• **WHAT YOU HAVE TO DO**
Retype every line from the start of the entries below down to the line with "1px #9a989b) drop-shadow(0", both ends included; skip the pictures.

==== DATA IN THIS EXERCISE ====

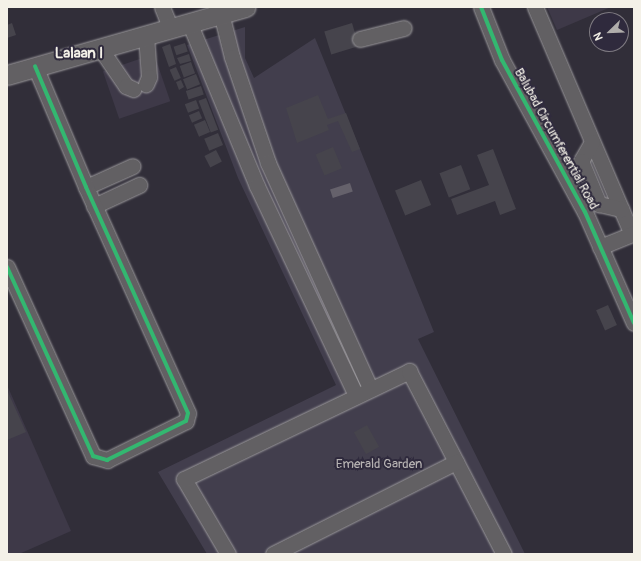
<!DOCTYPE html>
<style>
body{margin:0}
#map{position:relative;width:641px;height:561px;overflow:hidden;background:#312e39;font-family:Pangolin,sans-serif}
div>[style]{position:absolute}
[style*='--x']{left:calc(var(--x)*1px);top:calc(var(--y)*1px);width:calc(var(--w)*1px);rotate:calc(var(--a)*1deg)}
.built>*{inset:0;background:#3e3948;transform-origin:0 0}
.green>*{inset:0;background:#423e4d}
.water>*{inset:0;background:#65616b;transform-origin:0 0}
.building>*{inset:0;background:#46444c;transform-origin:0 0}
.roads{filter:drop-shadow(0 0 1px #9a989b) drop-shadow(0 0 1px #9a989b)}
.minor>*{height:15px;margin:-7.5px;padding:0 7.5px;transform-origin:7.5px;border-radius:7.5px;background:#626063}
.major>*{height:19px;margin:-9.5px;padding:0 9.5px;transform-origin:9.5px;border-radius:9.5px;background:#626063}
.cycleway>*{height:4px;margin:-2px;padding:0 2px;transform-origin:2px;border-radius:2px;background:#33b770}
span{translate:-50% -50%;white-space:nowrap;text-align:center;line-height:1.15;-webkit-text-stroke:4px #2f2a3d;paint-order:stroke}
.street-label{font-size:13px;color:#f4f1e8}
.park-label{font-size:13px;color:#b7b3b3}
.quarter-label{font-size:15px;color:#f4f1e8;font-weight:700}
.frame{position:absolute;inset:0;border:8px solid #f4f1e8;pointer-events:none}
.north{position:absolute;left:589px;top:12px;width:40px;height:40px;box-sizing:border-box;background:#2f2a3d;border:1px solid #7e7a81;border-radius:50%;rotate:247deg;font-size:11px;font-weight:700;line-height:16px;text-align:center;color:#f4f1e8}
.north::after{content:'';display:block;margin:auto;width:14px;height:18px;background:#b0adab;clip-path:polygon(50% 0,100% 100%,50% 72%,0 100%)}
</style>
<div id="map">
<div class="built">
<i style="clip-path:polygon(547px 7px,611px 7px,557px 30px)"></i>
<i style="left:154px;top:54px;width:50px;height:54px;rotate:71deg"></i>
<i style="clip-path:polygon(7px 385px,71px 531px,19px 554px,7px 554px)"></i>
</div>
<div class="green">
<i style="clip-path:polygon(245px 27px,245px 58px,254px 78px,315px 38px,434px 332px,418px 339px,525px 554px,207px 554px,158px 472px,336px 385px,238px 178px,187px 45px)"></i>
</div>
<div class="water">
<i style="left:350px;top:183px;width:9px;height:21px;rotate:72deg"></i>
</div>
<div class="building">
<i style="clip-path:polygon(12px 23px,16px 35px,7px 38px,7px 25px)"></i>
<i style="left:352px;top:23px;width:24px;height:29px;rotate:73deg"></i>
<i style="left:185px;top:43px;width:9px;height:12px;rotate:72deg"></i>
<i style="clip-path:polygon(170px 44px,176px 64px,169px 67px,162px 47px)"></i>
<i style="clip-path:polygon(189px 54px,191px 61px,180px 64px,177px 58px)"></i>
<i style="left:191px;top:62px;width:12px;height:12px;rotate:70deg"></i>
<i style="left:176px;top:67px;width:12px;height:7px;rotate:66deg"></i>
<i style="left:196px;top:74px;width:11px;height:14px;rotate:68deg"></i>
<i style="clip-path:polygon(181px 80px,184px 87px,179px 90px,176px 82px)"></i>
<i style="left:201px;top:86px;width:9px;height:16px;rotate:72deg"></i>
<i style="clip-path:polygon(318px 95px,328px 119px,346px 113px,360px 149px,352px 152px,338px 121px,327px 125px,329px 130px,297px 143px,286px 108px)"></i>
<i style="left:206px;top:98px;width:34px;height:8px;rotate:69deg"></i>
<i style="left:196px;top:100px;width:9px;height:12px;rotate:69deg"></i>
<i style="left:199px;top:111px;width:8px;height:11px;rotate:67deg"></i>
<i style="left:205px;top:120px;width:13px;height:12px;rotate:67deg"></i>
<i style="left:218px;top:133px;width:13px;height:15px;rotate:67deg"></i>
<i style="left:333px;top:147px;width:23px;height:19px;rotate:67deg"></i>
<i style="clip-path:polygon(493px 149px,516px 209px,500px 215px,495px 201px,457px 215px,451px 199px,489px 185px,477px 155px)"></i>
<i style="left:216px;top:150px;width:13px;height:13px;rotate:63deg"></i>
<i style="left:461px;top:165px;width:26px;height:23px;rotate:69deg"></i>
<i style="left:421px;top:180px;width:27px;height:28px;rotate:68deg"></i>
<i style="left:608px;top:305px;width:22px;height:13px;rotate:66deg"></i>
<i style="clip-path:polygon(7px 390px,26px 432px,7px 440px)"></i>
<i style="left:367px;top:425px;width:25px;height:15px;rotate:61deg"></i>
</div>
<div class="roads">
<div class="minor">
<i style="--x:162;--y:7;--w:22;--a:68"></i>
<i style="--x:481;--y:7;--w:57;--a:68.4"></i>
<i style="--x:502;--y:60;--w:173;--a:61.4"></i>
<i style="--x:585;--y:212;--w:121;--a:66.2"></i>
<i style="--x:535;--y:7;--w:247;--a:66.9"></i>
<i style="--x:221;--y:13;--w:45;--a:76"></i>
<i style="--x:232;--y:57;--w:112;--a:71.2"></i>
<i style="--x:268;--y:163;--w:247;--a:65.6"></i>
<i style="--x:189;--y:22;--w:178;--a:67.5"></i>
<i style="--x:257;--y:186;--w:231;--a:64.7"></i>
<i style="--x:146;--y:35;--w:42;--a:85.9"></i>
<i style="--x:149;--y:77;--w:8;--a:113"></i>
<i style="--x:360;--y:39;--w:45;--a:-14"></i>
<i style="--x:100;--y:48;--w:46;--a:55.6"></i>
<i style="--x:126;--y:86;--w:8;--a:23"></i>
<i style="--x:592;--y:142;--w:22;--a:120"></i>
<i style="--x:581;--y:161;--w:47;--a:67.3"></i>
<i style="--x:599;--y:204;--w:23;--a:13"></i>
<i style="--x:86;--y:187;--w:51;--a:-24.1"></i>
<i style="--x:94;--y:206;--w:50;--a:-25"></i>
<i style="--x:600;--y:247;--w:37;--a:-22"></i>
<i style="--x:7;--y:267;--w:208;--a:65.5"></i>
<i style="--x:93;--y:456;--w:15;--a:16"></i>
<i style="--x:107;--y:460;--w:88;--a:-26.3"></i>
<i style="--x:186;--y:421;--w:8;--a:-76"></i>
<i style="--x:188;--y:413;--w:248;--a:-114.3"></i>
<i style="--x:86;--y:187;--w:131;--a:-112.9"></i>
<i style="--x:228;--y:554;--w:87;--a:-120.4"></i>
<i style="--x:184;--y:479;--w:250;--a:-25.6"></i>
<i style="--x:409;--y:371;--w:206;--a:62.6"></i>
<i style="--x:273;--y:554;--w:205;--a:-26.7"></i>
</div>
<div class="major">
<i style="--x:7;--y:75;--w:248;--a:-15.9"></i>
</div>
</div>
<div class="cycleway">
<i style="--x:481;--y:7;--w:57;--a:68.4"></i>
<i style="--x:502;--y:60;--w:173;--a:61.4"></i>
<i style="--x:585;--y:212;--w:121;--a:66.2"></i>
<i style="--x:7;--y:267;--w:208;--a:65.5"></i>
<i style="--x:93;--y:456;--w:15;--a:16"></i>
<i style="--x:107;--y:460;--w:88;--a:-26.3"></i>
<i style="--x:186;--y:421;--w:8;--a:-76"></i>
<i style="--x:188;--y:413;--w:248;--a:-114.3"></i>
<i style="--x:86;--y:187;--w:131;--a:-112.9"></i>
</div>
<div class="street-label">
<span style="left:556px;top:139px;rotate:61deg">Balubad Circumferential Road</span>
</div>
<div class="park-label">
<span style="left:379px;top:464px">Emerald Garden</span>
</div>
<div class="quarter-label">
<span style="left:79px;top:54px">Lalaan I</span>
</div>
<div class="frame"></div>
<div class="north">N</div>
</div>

====

• **RESPONSE AREA**
<!DOCTYPE html>
<style>
body{margin:0}
#map{position:relative;width:641px;height:561px;overflow:hidden;background:#312e39;font-family:Pangolin,sans-serif}
div>[style]{position:absolute}
[style*='--x']{left:calc(var(--x)*1px);top:calc(var(--y)*1px);width:calc(var(--w)*1px);rotate:calc(var(--a)*1deg)}
.built>*{inset:0;background:#3e3948;transform-origin:0 0}
.green>*{inset:0;background:#423e4d}
.water>*{inset:0;background:#65616b;transform-origin:0 0}
.building>*{inset:0;background:#46444c;transform-origin:0 0}
.roads{filter:drop-shadow(0 0 1px #9a989b) drop-shadow(0 0 1px #9a989b)}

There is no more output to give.